From: Sean Christopherson <sean.j.christopherson@intel.com>
To: Vivek Goyal <vgoyal@redhat.com>
Cc: kvm@vger.kernel.org, linux-kernel@vger.kernel.org,
virtio-fs-list <virtio-fs@redhat.com>,
vkuznets@redhat.com, pbonzini@redhat.com
Subject: Re: [PATCH v4] kvm,x86: Exit to user space in case page fault error
Date: Fri, 2 Oct 2020 14:13:14 -0700 [thread overview]
Message-ID: <20201002211314.GE24460@linux.intel.com> (raw)
In-Reply-To: <20201002200214.GB10232@redhat.com>
On Fri, Oct 02, 2020 at 04:02:14PM -0400, Vivek Goyal wrote:
> On Fri, Oct 02, 2020 at 12:45:18PM -0700, Sean Christopherson wrote:
> > On Fri, Oct 02, 2020 at 03:27:34PM -0400, Vivek Goyal wrote:
> > > On Fri, Oct 02, 2020 at 11:30:37AM -0700, Sean Christopherson wrote:
> > > > On Fri, Oct 02, 2020 at 11:38:54AM -0400, Vivek Goyal wrote:
> > > > I don't think it's necessary to provide userspace with the register state of
> > > > the guest task that hit the bad page.
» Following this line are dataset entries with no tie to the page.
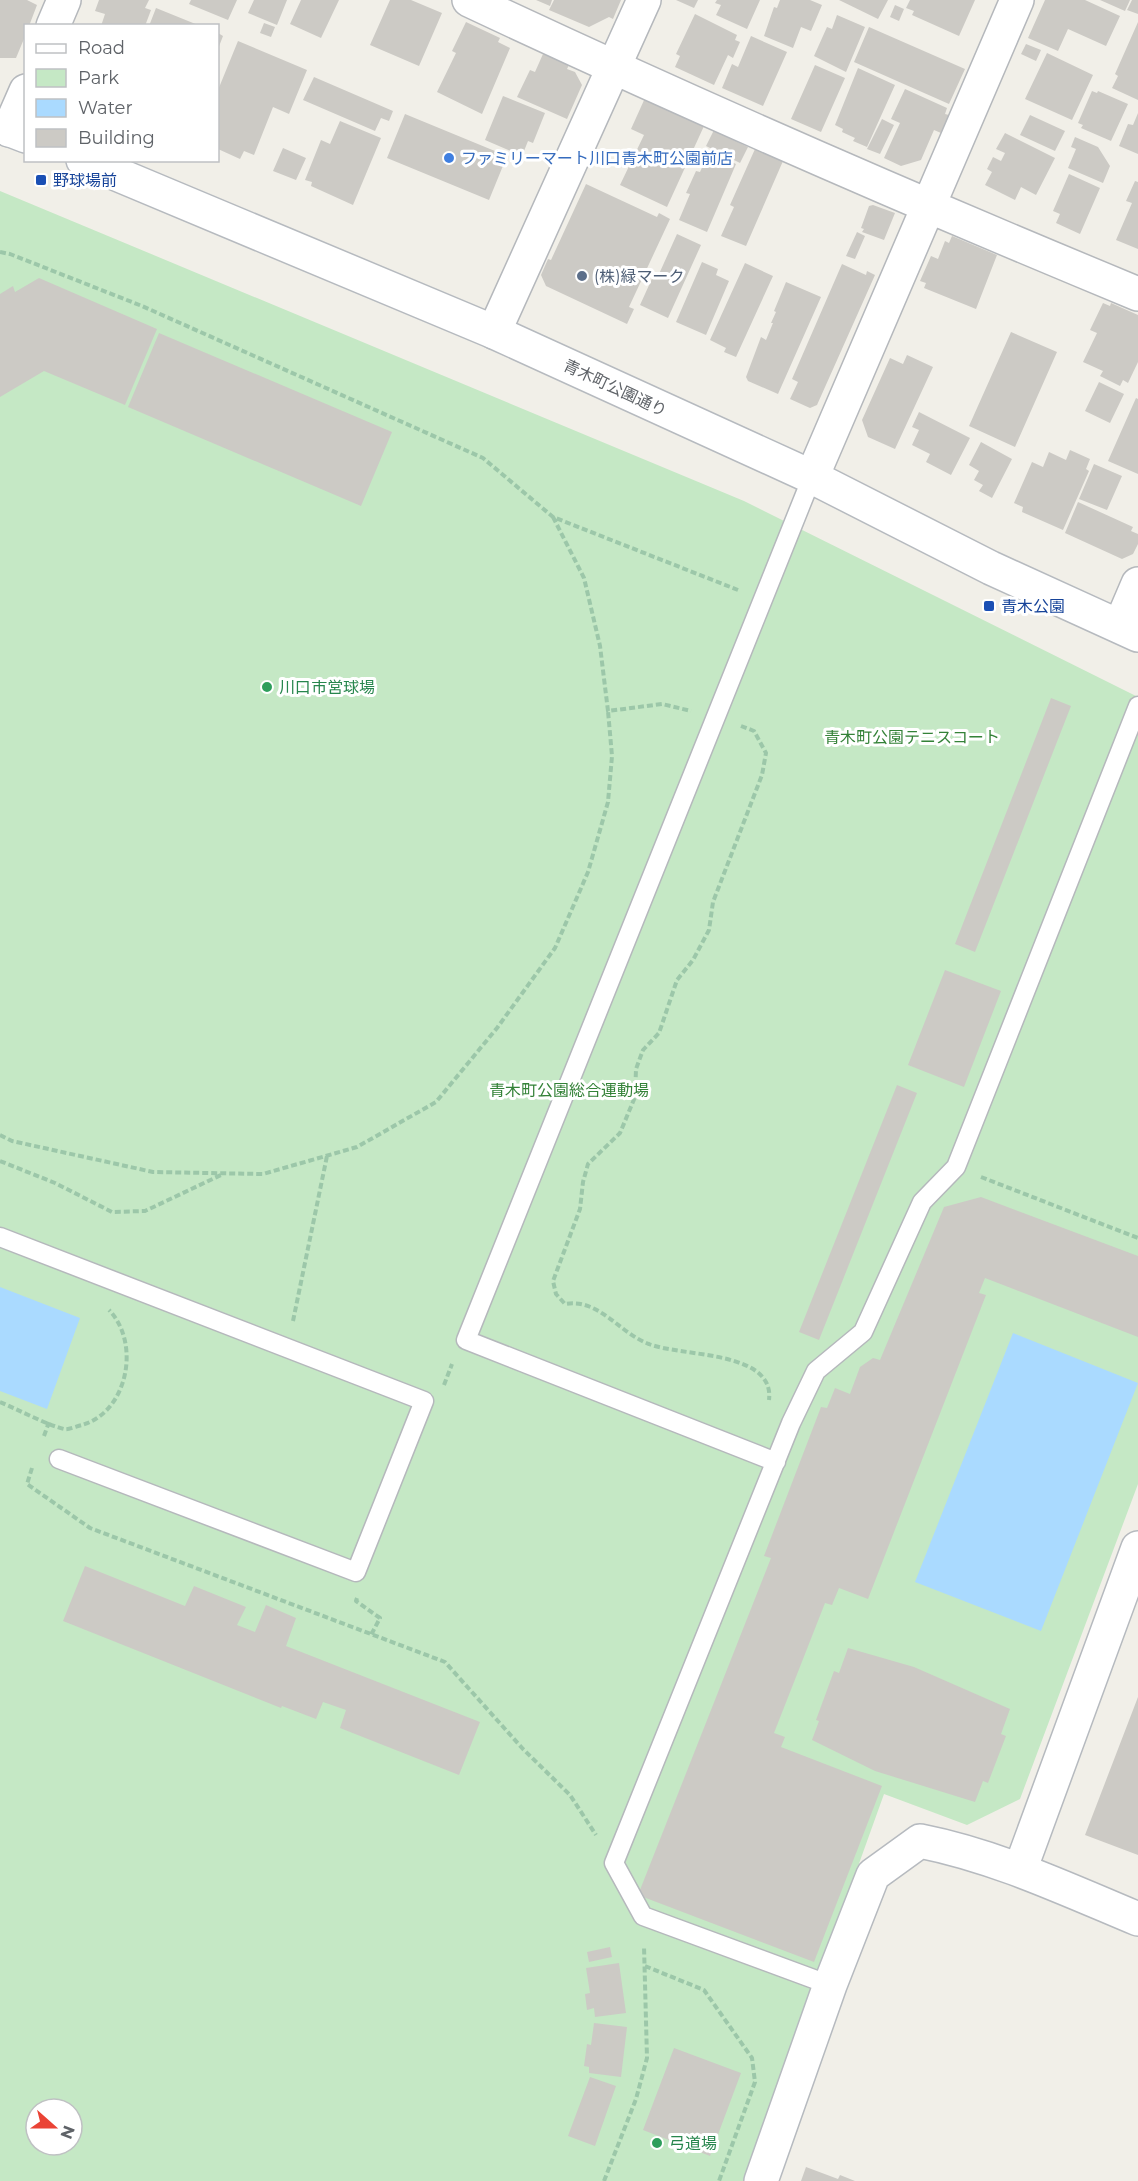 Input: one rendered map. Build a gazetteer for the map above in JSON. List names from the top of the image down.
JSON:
{
  "streets": {
    "street": ["青木町公園通り"]
  },
  "parks": ["青木町公園テニスコート", "青木町公園総合運動場"],
  "places": {
    "other": [
      "ファミリーマート川口青木町公園前店",
      "(株)緑マーク",
      "川口市営球場",
      "弓道場"
    ],
    "transit": ["野球場前", "青木公園"]
  },
  "legend": [
    "Road",
    "Park",
    "Water",
    "Building"
  ],
  "north": "right"
} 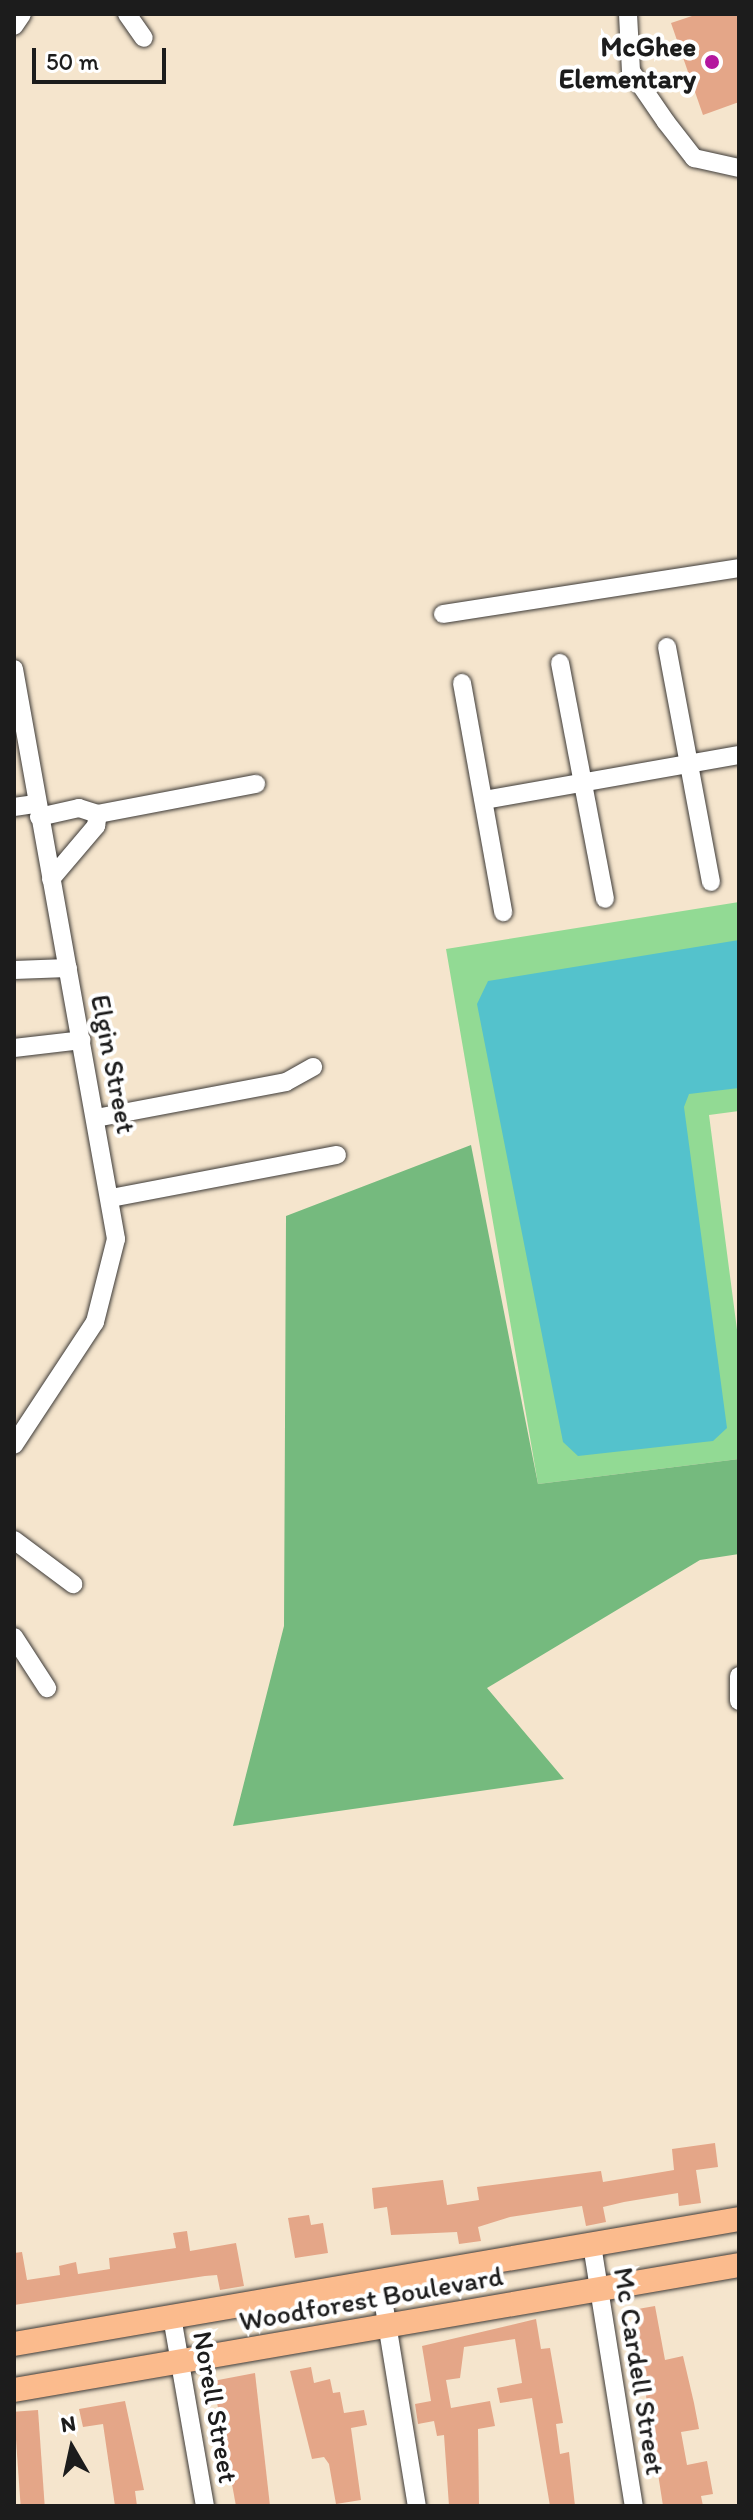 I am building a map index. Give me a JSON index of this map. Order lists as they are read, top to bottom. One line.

Other than debugging, I don't see how
> > > > userspace can do anything useful which such information.
> > >
> > > I think debugging is the whole point so that user can figure out which
> > > access by guest task resulted in bad memory access. I would think this
> > > will be important piece of information.
> >
> > But isn't this failure due to a truncation in the host? Why would we care
> > about debugging the guest? It hasn't done anything wrong, has it? Or am I
> > misunderstanding the original problem statement.
>
> I think you understood problem statement right. If guest has right
> context, it just gives additional information who tried to access
> the missing memory page.
Yes, but it's not actionable, e.g. QEMU can't do anything differently given
a guest RIP. It's useful information for hands-on debug, but the information
can be easily collected through other means when doing hands-on debug.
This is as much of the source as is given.